McIlwain presents a solid political and economic biography of an important but neglected Southern figure. Traditional subjects like these used to be fertile fields for graduate students looking for dissertation topics. No longer. But McIlwain is an attorney, not an historian, which perhaps speaks volumes about the modern historical profession. We have to rely on the “amateurs” to do the work of the professionals.
The South’s Forgotten Fire Eater is not a “Lost Cause” polemic nor a hagiographic defense of Hubbard, but McIlwain attempts to objectively understand Hubbard and his positions without filtering them through presentist lenses. That alone made the book a worthwhile purchase.
“… without filtering them through presentist lenses. That alone made the book a worthwhile purchase.”
That alone should make it the book “Book of the year!”
Yesterday I finished David McCullough’s book, “The Pioneers.” I enjoyed it, but probably it was just the first half or two thirds of it that I liked. The majority of the book takes place in Ohio; the settling there in the early 19th century beginning at Marietta near the Ohio River. McCullough mentioned how those responsible for the settling in Ohio fought very hard to ensure that slavery would not get a foot in Ohio. The fight for a “free” Ohio, particularly, according to McCullough’s book, was against Jefferson. McCullough brings up a story of a few of the prominent Ohio settlers meeting the widow Martha Washington. Supposedly, in this meeting with the Ohio men, Mrs. Washington said of Jefferson: “…one of the most detestable of mankind…the greatest misfortune our country had ever experienced.”
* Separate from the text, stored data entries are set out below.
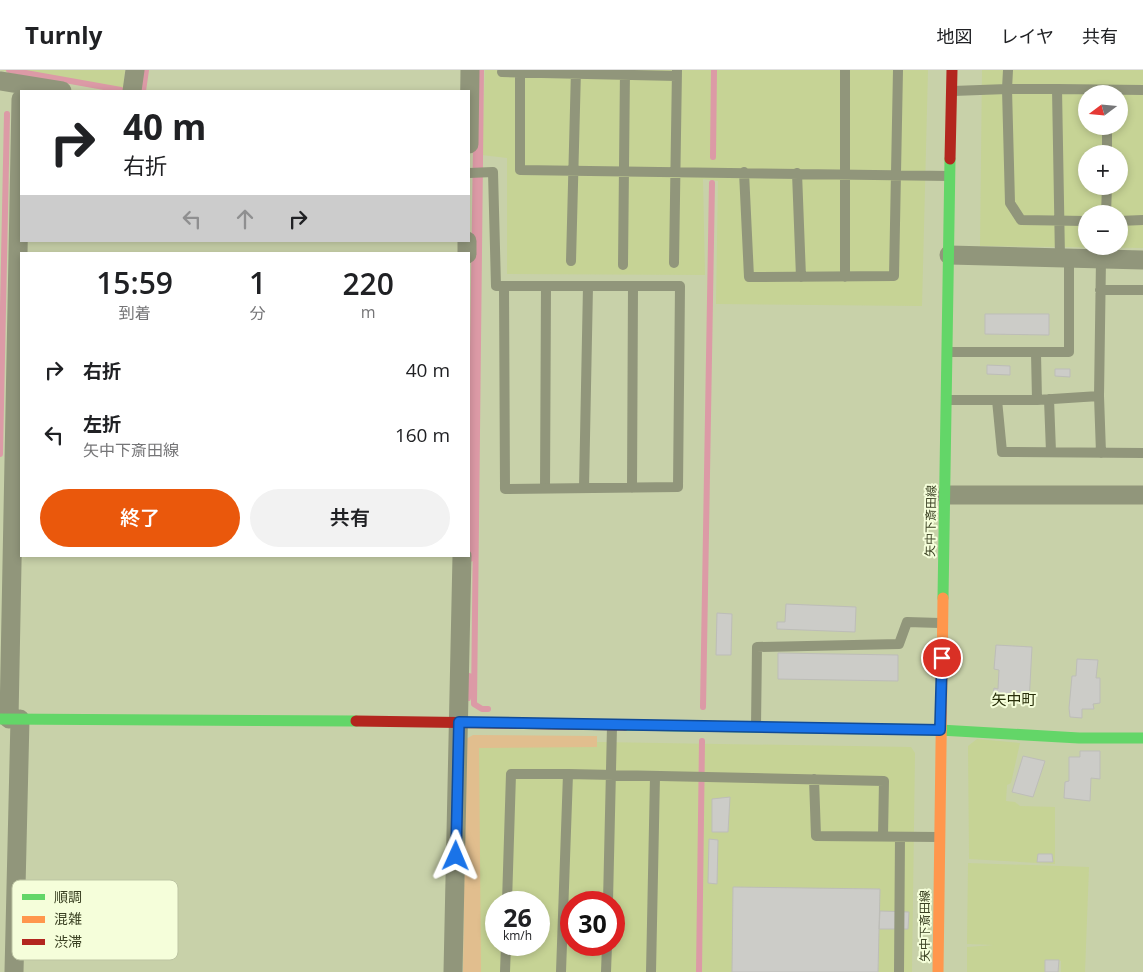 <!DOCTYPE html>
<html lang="ja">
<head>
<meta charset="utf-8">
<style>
	:root { --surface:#fff; --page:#f2f2f2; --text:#202124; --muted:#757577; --line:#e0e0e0; --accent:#ea580c }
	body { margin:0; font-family:"Open Sans","Noto Sans JP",sans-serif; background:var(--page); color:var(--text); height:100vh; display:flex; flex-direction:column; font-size:19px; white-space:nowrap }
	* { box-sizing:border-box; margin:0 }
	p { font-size:16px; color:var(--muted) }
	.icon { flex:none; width:28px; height:28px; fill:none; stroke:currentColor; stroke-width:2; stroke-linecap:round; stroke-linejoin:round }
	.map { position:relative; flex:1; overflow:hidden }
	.panel { position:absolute; left:20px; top:182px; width:450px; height:305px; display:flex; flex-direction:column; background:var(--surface); border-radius:0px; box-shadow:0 2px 8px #0003 }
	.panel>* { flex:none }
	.guide { position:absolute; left:20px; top:20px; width:450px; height:152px; border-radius:0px; box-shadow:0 2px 8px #0003; background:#fff; color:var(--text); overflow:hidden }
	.needle { width:32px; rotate:254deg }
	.controls { position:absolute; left:1078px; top:15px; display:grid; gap:10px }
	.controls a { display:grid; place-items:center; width:50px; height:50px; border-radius:50%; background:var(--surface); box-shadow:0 2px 8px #0003; font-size:25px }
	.speed { position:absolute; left:485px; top:821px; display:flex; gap:10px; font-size:25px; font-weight:700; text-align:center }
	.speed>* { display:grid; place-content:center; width:65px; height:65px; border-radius:50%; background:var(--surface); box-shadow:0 2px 8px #0003; line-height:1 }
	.speed small { font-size:12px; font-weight:400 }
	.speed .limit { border:8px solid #d22; background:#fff; color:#111 }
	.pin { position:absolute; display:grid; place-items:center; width:42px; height:42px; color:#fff; margin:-21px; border:2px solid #fff; border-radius:50%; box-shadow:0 1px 5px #0007 }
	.me { position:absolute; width:55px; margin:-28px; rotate:1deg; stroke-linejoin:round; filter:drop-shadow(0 0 4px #0008) }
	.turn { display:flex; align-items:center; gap:18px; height:105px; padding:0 20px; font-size:22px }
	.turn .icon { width:65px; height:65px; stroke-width:2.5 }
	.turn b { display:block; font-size:35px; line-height:42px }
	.lanes { display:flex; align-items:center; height:48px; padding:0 20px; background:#0003; justify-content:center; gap:25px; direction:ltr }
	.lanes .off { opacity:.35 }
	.eta { display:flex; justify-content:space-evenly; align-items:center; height:85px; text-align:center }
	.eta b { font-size:30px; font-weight:600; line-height:35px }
	.cta { display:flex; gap:10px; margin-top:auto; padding:10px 20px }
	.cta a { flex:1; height:58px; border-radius:30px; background:var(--accent); color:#fff; font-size:20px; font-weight:600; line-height:58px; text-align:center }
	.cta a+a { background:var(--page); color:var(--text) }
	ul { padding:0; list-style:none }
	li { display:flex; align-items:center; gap:15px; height:65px; padding:0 20px }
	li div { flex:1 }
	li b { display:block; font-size:19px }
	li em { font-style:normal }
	header { display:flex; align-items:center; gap:30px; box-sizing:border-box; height:70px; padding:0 25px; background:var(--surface); border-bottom:1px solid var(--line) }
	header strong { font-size:24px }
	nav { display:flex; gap:28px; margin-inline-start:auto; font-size:18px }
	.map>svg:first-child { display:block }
	.built { fill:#c6d395; fill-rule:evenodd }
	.green { fill:#e1be8e }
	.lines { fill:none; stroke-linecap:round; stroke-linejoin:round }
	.stream { stroke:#dc9aa6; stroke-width:6 }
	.building { fill:#ccccc8; stroke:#bdbdb8 }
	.lane { stroke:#91967b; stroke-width:10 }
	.street { stroke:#91967b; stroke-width:19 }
	.fast { stroke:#63d668; stroke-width:11 }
	.slow { stroke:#ff974d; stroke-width:11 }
	.jam { stroke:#b3261e; stroke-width:11 }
	.route-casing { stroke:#114b97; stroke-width:12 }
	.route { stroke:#1a73e8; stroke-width:9 }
	.labels { text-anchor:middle; stroke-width:4; stroke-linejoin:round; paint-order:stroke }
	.street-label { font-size:12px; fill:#3a4022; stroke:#f5feda }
	.quarter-label { font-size:15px; fill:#282e09; stroke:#f5feda }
	.key { fill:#f5feda; stroke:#bdc5a3; stroke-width:1 }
	.key-label { font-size:14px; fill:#3a4022 }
</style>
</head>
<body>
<header>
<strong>Turnly</strong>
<nav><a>地図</a><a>レイヤ</a><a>共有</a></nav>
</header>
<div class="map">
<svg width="1143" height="902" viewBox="0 0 1143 902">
	<rect width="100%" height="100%" fill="#c8d1a9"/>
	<path class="built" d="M 0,0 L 125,0 L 123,21 L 109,21 Z
		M 485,0 L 928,0 L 922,236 L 716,234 L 718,111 L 703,109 L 705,205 L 507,204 L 507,88 L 482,85 Z
		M 982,0 L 1143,0 L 1143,178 L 980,176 ZM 1086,24 L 1119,24 L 1119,56 L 1086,56 ZM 1086,84 L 1119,84 L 1119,116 L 1086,116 ZM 1086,144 L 1119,144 L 1119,176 L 1086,176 Z
		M 977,669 L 1020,673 L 1011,713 L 1007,715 L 1006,731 L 1015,732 L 1020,736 L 1055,737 L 1055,794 L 969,789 L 968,676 Z
		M 472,670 L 911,677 L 915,683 L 912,902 L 463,902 ZM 496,832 L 539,832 L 539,875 L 496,875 ZM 571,832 L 614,832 L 614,875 L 571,875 Z
		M 968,793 L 1089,797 L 1085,902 L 1061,902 L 1061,891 L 1059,890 L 1058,902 L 967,902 L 967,877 L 994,875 L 967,874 Z"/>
	<path class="green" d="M 473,665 L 597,666 L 597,677 L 479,678 L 481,902 L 463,902 L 466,669 Z"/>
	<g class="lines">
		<path class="stream" d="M 9,0 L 121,20
			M 481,0 L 474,634 L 482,639 L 488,639
			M 143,21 L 146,0
			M 713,87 L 714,0
			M 0,384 L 7,44
			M 470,489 L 476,74
			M 468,628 L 469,606
			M 703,637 L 712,113
			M 699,902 L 702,671"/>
	</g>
	<path class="building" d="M 985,244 L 1049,244 L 1049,265 L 985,264 Z
		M 987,295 L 1010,296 L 1010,305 L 987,304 Z
		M 1055,299 L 1070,299 L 1070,307 L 1055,306 Z
		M 786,534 L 856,537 L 855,562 L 777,559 L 777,552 L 785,552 Z
		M 717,543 L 732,544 L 731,585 L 716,585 Z
		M 996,575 L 1032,577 L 1029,633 L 993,630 L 994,618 L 998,619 L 999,600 L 994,599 Z
		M 778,583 L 898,585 L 898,611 L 778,609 Z
		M 1077,589 L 1098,590 L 1096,608 L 1100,608 L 1100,633 L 1093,634 L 1094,639 L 1082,639 L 1082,648 L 1070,647 L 1069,638 L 1072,606 L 1076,606 Z
		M 1080,681 L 1100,681 L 1100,709 L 1091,708 L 1090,731 L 1064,728 L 1065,712 L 1069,711 L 1069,687 L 1080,687 Z
		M 1023,686 L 1045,691 L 1033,727 L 1012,722 Z
		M 730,727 L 728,762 L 712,762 L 712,729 Z
		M 709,769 L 718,770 L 717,814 L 708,813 Z
		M 1038,784 L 1052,784 L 1053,792 L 1037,792 Z
		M 733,817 L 880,819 L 878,902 L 732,902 Z
		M 880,841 L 909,842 L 908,859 L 879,859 Z
		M 1045,890 L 1059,890 L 1058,902 L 1045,902 Z"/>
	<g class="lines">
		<path class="lane" d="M 520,0 L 520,100 L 949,106
			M 502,2 L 677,6
			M 1057,19 L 1143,20
			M 953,21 L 1007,19 L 1008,0
			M 1107,84 L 1107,56
			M 744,102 L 749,207 L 894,206 L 898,0
			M 469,103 L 493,102 L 496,216 L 680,216 L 678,417 L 505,419 L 504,216
			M 797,103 L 801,207
			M 1106,144 L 1107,116
			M 1119,151 L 1143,150
			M 1060,188 L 1057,19 L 1007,19 L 1010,133 L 1021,150 L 1086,151
			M 571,191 L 576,0
			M 674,193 L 677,0
			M 623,195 L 625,0
			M 845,207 L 845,0
			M 1100,220 L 1143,220
			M 949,282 L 1069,282 L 1069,188
			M 1099,326 L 1101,383
			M 1049,329 L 1051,382
			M 947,330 L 1037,330 L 1036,283
			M 997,330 L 1002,382 L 1143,383
			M 1037,330 L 1099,326 L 1101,189
			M 584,418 L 588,216
			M 632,418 L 633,216
			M 545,419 L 546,216
			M 756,656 L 757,577 L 899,574 L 907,552 L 940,553
			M 568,704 L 884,711 L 883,766
			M 814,709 L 816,766 L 939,767
			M 507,832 L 511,704 L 568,704 L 561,902
			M 608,832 L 612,656
			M 505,902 L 506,875
			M 606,902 L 607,875
			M 651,902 L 655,706
			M 899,902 L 900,767"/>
		<path class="street" d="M 0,11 L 62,21
			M 132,21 L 135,0
			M 469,74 L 470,0
			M 467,184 L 467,171
			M 949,185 L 1143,190
			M 946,425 L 1143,425
			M 9,649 L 21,29
			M 14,902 L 20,649
			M 453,902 L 462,486"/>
		<path class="fast" d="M 943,528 L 950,89
			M 0,649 L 356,651
			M 625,655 L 940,660 L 1079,668 L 1143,668"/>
		<path class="slow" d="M 938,902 L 943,528"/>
		<path class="jam" d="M 950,89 L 952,0
			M 356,651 L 625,655"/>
	</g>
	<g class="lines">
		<g class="route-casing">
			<path id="route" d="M 456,786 L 459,652 L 940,660 L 942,588"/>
		</g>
		<use href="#route" class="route"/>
	</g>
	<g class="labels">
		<g class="street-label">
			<text transform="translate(931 451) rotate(-89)" y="4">矢中下斎田線</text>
			<text transform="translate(925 856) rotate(-90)" y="4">矢中下斎田線</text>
		</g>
		<g class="quarter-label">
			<text x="1014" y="635">矢中町</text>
		</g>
	</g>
	<rect x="12" y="810" width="166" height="80" rx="8" class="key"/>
	<rect x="22" y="824" width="23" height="6" fill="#63d668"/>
	<rect x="22" y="846" width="23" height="7" fill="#ff974d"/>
	<rect x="22" y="869" width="23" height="6" fill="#b3261e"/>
	<g class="key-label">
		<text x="54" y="832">順調</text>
		<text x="54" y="854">混雑</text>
		<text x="54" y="877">渋滞</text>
	</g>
</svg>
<div class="controls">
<a><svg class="needle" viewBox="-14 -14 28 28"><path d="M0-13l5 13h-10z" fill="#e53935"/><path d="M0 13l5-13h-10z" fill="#757577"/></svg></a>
<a>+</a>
<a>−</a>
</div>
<div class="speed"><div>26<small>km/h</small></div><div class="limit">30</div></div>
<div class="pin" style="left:942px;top:588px;background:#d93025"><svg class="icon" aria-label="arrive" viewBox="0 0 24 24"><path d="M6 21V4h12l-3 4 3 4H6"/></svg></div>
<svg class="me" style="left:456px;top:786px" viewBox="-20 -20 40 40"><path d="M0-17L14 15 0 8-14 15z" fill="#1a73e8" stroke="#fff" stroke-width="4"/></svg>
<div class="guide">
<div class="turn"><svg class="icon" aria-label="right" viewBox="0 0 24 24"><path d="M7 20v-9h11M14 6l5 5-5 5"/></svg><div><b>40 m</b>右折</div></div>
<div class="lanes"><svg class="icon off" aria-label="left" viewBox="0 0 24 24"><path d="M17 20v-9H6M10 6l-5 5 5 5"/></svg><svg class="icon off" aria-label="ahead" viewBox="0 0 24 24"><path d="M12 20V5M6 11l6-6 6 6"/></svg><svg class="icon" aria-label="right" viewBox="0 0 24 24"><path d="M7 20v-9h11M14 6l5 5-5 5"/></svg></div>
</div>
<section class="panel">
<div class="eta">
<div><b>15:59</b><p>到着</p></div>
<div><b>1</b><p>分</p></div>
<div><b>220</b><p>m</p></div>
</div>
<ul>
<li><svg class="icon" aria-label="right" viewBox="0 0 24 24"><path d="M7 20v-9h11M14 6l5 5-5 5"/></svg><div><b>右折</b></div><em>40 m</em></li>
<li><svg class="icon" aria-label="left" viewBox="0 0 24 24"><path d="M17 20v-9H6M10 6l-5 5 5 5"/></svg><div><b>左折</b><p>矢中下斎田線</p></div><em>160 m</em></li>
</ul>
<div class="cta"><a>終了</a><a>共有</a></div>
</section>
</div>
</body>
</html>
I easily noticed that McCullough made sure in his book that the reader learned, that perhaps first and foremost in these Ohio mens’ minds, was that slavery would not spread to Ohio. In the last eleven pages of McCullough’s book, I counted at least 10 times McCullough pointing out how anti slavery these early 19th century Ohio players were.
I won’t deny that that was true of those Ohio settlers, I don’t know for certain, but their supposed super strong anti slavery view just came across to me as pretty smug and self righteous, knowing the north had as much to do with that institution and probably more.
And, it made me wonder about McCullough. I think he was born and raised in the north, Pennsylvania I believe. His views probably leaned northward, and of course I realize he narrated Ken Burns “The Civil War.” I just wonder if doing that turned him more against the South, if he had been turned against the South some already.
The book you reviewed sounds interesting, Mr. McClanahan, thank you.